E-cigarette use comes at cost of user health, often resulting in nicotine dependence

Devon Mann, Print Editor in Chief

Stepping into the bathroom on campus, one is immediately hit with the smell of fruity vapor rising to the ceilings. A group of boys stand huddled around the stalls, quickly passing the e-cigarette back and forth, trying to get a few hits in before the bell for next block rings. To the boys, it seems harmless – just blowing some smoke in and out of their mouths, but few acknowledge the use of e-cigarettes or other electronic vaping devices comes at a price: their own health.

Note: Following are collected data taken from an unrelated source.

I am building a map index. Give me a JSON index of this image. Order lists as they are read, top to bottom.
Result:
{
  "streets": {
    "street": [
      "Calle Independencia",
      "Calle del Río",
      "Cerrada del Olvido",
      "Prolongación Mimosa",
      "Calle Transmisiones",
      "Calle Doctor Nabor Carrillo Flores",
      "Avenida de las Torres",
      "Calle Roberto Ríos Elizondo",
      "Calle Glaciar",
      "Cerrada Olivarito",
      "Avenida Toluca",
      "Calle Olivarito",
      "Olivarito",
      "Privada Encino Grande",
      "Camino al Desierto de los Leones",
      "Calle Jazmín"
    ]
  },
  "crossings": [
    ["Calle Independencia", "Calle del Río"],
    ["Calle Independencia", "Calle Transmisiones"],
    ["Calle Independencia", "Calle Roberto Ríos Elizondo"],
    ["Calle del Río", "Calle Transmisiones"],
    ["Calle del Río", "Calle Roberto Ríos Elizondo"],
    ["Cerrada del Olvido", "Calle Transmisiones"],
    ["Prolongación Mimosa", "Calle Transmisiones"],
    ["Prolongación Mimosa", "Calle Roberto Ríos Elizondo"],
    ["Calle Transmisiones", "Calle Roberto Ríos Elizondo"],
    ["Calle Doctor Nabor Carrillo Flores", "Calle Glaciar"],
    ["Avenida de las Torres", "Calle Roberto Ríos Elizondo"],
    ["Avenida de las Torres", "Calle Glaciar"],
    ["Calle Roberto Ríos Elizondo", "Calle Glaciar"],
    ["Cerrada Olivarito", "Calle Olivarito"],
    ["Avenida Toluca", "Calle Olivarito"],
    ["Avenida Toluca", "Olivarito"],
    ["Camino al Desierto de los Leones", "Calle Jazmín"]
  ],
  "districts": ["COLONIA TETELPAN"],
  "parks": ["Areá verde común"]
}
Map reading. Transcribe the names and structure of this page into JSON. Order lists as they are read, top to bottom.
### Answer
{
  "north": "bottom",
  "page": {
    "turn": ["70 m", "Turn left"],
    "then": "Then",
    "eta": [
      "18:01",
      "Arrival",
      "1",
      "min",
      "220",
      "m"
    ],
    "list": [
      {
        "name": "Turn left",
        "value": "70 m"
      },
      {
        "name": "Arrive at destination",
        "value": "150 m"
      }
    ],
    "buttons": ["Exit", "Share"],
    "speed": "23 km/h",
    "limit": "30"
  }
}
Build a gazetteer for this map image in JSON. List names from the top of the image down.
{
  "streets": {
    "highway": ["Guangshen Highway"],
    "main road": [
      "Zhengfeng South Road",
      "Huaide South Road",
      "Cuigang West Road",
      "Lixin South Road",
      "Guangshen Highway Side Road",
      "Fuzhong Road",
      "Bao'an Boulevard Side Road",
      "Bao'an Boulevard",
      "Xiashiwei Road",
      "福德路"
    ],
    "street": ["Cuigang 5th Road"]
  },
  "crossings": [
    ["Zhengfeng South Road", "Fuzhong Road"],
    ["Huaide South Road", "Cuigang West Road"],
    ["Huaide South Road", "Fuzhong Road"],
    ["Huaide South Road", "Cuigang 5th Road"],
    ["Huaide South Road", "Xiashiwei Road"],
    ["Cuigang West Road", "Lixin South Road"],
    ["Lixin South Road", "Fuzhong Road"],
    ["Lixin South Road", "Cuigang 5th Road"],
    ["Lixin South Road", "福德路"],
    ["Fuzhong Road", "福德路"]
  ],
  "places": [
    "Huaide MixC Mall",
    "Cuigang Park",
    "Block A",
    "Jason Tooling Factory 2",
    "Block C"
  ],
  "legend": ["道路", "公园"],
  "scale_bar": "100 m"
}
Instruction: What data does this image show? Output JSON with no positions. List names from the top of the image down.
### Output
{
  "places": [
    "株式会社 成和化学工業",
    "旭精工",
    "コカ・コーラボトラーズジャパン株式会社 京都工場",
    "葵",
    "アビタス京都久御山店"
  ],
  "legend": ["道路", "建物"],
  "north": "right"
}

E-Cigarettes have become increasingly popular, with numbers of teenagers who use them surpassing the numbers of those who smoke tobacco cigarettes. According to the National Institute on Drug Abuse, use of e-cigarettes typically begins in America’s youth as early as the eighth grade, with an approximated 6.7 percent of young teenagers using vaping devices. As they grow and mature, the numbers continue to rise. By the time they are seniors in high school, this initial figure has more than doubled, with 16.7 percent of teenagers reporting having used an e-cigarette on a regular basis.

While they think the effects are limited, teenagers are doing damage to not only their bodies, but minds. The common argument presented in favor of vaping is that it is “the lesser of two evils” in comparison to tobacco cigarettes, but as Brian King, deputy director for Research Translation for the Centers of Disease Control and Prevention, points out in a press release for the CDC, less harmful does not make it harmless.

“Safer is not the same as safe,” King said. “Nicotine is a prime ingredient in these devices. Studies we’ve conducted at the CDC show nicotine is more addictive than heroin and cocaine. And there’s a growing body of evidence that nicotine can harm the developing adolescent brain, which is more susceptible to acquiring an addiction.”

For many teenagers, becoming addicted to nicotine at an early age puts them at a greater risk to start smoking tobacco cigarettes. According to the National Institute on Drug Abuse, 30.2 percent of teenager e-cigarette users started smoking cigarettes only six months after initially trying an e-cigarette. Additionally, Diacetyl, a chemical often found in e-cigarette juice for flavoring, has been linked to the respiratory disease called Bronchiolitis Obliterans, according to research conducted by Harvard University.